For the first time in the history of Australian Real Estate there have been more apartments built than houses. This sends obvious warning signs about oversupply in certain areas (as discussed at length in previous editorials), but what it also sheds a positive light on is the gold mine that houses will be come in the future as Sydney continues to grow up, rather than farther out.
For the first time in Australian history, more apartments than houses have been built across Australia, according to recent data from the ABS on Australian building approvals.
There were 28,527 units and just 28,102 houses built by comparison in the 2016 December quarter. As far as anyone can tell this may very well be a trend that will continue on into the future as apartment projects continue to be rubber-stamped by local councils.
Some of the fall out from this activity has been a tightening on banking lending practices, and in Victoria the stamp duty concession for off-the-plan investors is currently being removed.
This can lead us to many debates and healthy discussions about the future of real estate in this great land of ours, but as this trend of more units than houses continues, the realism of houses becoming a rare commodity for both investors as well as home owners cannot be denied.

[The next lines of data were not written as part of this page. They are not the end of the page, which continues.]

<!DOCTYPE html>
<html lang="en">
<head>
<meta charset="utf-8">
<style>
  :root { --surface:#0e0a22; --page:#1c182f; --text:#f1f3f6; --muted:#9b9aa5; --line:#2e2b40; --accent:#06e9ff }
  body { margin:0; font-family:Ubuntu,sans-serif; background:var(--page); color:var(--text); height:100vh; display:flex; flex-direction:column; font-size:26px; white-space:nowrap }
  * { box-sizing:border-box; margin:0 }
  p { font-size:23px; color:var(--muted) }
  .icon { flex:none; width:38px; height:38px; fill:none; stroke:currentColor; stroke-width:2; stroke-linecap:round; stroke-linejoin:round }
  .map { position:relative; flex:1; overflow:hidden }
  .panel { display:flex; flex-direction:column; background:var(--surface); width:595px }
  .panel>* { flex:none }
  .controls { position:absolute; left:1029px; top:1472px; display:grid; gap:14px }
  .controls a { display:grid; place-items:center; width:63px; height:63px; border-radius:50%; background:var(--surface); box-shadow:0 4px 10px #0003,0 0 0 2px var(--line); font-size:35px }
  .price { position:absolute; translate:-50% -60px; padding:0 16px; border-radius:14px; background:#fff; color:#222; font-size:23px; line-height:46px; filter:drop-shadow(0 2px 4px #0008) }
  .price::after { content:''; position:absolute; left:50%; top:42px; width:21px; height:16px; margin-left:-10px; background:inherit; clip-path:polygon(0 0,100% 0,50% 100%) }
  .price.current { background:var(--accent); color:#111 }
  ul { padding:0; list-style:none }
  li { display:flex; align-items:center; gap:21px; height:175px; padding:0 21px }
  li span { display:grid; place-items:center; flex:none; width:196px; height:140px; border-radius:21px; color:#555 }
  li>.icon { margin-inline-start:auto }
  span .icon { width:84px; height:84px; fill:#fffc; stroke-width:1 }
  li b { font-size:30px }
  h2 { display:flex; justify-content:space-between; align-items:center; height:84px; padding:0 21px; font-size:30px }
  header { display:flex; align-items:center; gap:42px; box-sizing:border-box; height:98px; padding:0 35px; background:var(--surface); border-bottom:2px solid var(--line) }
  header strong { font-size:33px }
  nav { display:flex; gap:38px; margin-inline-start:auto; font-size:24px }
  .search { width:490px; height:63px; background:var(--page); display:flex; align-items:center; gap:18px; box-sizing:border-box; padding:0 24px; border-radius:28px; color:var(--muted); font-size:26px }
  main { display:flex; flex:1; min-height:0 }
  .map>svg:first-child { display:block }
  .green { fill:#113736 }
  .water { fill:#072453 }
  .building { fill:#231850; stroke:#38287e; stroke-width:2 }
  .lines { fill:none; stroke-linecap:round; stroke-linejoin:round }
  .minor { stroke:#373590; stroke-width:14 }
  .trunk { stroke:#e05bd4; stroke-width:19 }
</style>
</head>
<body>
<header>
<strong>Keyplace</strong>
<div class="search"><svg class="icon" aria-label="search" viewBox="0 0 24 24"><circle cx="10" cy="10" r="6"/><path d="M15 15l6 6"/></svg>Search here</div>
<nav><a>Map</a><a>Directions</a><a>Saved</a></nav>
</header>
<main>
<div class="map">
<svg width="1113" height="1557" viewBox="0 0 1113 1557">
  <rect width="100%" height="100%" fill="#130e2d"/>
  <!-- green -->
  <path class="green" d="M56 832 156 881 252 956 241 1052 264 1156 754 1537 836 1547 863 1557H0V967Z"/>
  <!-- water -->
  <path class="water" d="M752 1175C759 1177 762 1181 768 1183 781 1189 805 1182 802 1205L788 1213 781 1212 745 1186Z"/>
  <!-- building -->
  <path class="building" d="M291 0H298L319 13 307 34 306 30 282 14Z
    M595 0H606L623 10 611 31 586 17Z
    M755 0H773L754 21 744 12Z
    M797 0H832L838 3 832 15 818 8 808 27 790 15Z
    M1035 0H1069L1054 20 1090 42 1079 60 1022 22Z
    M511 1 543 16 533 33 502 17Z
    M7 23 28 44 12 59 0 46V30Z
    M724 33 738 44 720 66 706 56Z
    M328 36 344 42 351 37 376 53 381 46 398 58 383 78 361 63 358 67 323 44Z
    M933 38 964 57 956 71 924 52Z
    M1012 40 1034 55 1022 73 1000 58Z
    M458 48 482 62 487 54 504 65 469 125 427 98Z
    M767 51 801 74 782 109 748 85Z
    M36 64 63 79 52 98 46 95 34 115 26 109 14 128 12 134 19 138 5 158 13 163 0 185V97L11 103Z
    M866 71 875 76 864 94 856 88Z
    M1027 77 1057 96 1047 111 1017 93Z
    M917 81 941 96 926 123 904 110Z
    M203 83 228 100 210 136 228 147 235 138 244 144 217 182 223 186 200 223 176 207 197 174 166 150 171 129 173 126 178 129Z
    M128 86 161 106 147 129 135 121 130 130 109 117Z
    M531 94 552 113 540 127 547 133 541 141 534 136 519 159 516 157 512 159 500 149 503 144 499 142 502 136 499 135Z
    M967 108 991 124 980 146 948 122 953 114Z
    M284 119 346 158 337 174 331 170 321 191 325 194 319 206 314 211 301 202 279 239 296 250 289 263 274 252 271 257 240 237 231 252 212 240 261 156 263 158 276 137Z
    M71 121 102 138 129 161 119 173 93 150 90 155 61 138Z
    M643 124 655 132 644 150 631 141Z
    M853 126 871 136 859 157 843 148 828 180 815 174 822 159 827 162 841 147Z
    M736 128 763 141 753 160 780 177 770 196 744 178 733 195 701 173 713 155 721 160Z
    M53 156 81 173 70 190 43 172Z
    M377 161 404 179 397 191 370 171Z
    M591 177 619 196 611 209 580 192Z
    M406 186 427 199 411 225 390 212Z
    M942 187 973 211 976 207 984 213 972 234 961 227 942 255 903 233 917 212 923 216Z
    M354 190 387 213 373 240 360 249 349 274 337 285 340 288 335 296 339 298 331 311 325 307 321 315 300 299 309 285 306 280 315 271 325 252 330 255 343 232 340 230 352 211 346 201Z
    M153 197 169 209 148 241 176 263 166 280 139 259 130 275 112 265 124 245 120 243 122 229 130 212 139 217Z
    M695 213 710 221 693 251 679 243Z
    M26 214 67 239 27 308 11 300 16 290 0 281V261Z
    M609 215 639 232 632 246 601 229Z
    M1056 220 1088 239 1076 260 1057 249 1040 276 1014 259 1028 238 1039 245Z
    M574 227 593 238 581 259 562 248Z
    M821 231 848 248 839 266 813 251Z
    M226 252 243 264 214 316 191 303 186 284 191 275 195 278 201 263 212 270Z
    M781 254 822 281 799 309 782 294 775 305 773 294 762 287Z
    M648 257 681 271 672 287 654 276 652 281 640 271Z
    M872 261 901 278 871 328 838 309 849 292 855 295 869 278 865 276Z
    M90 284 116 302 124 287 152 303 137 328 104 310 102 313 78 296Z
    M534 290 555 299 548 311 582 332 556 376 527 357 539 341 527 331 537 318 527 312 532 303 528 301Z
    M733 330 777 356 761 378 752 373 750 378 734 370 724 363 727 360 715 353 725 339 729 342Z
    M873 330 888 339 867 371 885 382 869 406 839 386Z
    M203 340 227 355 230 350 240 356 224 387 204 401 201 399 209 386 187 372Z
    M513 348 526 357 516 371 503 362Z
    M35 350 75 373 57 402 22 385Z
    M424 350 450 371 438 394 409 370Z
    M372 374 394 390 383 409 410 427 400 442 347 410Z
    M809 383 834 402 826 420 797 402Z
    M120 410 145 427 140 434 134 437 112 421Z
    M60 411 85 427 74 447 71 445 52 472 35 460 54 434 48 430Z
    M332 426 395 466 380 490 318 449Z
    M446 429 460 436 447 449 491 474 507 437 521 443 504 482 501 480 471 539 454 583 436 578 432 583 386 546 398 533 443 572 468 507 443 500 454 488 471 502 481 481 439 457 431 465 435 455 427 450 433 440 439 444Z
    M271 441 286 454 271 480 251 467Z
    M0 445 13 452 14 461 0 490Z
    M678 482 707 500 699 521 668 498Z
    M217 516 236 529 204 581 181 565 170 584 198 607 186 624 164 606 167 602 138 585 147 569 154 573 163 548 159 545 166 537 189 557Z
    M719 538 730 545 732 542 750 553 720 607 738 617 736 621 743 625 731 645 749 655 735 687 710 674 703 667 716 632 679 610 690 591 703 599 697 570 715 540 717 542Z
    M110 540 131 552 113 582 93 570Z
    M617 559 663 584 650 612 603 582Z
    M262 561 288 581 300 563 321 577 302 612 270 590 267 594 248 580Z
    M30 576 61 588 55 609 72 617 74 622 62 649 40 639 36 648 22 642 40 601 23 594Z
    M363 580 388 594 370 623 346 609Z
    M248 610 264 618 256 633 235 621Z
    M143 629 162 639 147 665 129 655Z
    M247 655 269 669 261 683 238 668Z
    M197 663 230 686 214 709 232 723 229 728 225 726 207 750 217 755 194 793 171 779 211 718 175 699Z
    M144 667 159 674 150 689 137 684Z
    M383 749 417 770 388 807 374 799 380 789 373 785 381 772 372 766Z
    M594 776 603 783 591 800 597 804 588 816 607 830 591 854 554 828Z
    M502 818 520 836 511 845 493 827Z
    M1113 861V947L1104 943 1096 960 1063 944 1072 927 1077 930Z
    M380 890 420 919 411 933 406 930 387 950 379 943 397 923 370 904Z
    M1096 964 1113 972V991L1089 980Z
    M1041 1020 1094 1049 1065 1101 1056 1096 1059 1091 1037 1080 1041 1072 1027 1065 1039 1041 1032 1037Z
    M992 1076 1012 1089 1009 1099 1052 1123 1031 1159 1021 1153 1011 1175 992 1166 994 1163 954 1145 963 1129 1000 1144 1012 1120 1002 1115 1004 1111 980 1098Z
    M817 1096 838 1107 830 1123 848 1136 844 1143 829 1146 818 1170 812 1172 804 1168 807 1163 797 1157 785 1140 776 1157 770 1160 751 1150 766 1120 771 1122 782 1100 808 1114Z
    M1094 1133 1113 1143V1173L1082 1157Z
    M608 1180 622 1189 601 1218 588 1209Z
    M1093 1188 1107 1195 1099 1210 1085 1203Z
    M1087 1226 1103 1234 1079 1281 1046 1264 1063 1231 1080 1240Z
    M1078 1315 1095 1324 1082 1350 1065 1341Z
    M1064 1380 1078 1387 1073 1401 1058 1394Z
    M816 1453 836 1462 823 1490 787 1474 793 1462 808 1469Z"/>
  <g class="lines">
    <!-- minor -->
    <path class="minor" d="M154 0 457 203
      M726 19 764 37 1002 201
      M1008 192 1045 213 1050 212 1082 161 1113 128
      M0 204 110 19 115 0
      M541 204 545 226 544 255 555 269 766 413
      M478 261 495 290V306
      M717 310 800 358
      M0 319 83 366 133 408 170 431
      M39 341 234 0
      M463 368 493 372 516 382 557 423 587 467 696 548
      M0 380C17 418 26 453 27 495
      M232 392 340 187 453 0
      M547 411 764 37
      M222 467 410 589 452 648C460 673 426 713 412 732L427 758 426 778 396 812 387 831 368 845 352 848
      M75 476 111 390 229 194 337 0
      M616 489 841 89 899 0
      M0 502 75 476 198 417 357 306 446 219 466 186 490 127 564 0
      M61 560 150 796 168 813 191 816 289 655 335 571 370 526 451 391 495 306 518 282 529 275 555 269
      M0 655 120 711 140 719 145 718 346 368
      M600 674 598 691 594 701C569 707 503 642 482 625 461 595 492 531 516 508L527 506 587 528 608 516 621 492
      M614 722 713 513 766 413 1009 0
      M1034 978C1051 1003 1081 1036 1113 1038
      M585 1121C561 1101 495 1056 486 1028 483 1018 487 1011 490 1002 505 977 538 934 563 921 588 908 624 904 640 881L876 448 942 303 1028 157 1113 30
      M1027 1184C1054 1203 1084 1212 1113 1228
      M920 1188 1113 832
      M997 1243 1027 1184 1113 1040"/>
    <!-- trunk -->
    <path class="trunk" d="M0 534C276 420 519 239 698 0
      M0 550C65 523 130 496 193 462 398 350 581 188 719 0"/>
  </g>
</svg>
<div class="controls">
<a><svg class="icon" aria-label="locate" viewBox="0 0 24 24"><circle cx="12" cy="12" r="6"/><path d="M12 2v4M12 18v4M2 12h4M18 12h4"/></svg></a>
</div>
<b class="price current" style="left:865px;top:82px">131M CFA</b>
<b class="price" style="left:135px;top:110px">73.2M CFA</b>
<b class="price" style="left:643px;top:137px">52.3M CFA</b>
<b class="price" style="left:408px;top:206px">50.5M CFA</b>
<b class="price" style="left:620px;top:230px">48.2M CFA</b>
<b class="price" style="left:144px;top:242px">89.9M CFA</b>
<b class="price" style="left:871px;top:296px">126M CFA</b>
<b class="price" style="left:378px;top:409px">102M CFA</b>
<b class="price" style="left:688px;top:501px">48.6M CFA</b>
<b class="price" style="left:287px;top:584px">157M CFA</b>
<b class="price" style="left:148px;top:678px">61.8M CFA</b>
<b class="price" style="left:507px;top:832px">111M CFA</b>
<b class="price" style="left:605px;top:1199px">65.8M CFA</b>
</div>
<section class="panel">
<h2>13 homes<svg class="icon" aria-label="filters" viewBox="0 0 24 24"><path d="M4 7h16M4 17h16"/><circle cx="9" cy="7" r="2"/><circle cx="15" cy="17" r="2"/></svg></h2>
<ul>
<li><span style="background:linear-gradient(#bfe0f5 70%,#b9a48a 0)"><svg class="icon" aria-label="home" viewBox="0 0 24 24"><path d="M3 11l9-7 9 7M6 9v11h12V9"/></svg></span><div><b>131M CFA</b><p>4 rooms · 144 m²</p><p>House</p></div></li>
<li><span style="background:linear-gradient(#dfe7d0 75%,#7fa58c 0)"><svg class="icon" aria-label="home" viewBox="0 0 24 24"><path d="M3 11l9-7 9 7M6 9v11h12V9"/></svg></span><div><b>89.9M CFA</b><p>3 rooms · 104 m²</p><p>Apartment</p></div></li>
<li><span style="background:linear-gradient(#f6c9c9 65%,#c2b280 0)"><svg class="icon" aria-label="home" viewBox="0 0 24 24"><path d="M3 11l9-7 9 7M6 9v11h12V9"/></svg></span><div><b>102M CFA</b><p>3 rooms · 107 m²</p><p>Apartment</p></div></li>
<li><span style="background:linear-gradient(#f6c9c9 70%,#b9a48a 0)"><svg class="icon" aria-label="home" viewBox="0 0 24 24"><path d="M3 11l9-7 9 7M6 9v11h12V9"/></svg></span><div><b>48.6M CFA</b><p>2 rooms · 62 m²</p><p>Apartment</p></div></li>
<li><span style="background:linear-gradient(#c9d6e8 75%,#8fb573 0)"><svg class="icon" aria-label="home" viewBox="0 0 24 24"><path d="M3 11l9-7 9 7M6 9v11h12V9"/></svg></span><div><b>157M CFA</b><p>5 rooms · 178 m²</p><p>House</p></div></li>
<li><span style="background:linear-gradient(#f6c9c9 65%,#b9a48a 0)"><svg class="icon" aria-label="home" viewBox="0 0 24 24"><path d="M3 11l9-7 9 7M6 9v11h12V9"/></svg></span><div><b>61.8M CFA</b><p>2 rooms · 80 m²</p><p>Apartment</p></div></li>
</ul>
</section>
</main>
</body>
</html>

At my upcoming free “Insight” webinar I’ll be discussing the key essentials to my personal investing strategy and the integral part timing both the markets and trends like this play, as well as affordable investment strategies for those who feel they’ve been priced out of the market. To register for this complimentary 30 minute webinar please click the link below now.
A question that is quite often asked is why these apartment projects are continually approved as part of the ‘Construction Boom’ that we have seen over the past few years? While there is no one answer to this, certain property and market analysts think that broader policy decisions are to blame.
Residential zoning is being continually changes to allow for more infill land areas to be designated for high-density living. Andrew Wilson, chief economist for the Domain Group, is far from surprised at this level of activity.
When speaking on this apartment issue recently he said, “These are the completions that were in the pipeline – this is reflecting the very strong approval data for 2014 and 2015”.
These decisions in regards to housing, residential development and urban sprawl will continue to have impact on local markets years into the future. As investors, it’s our job to remain informed.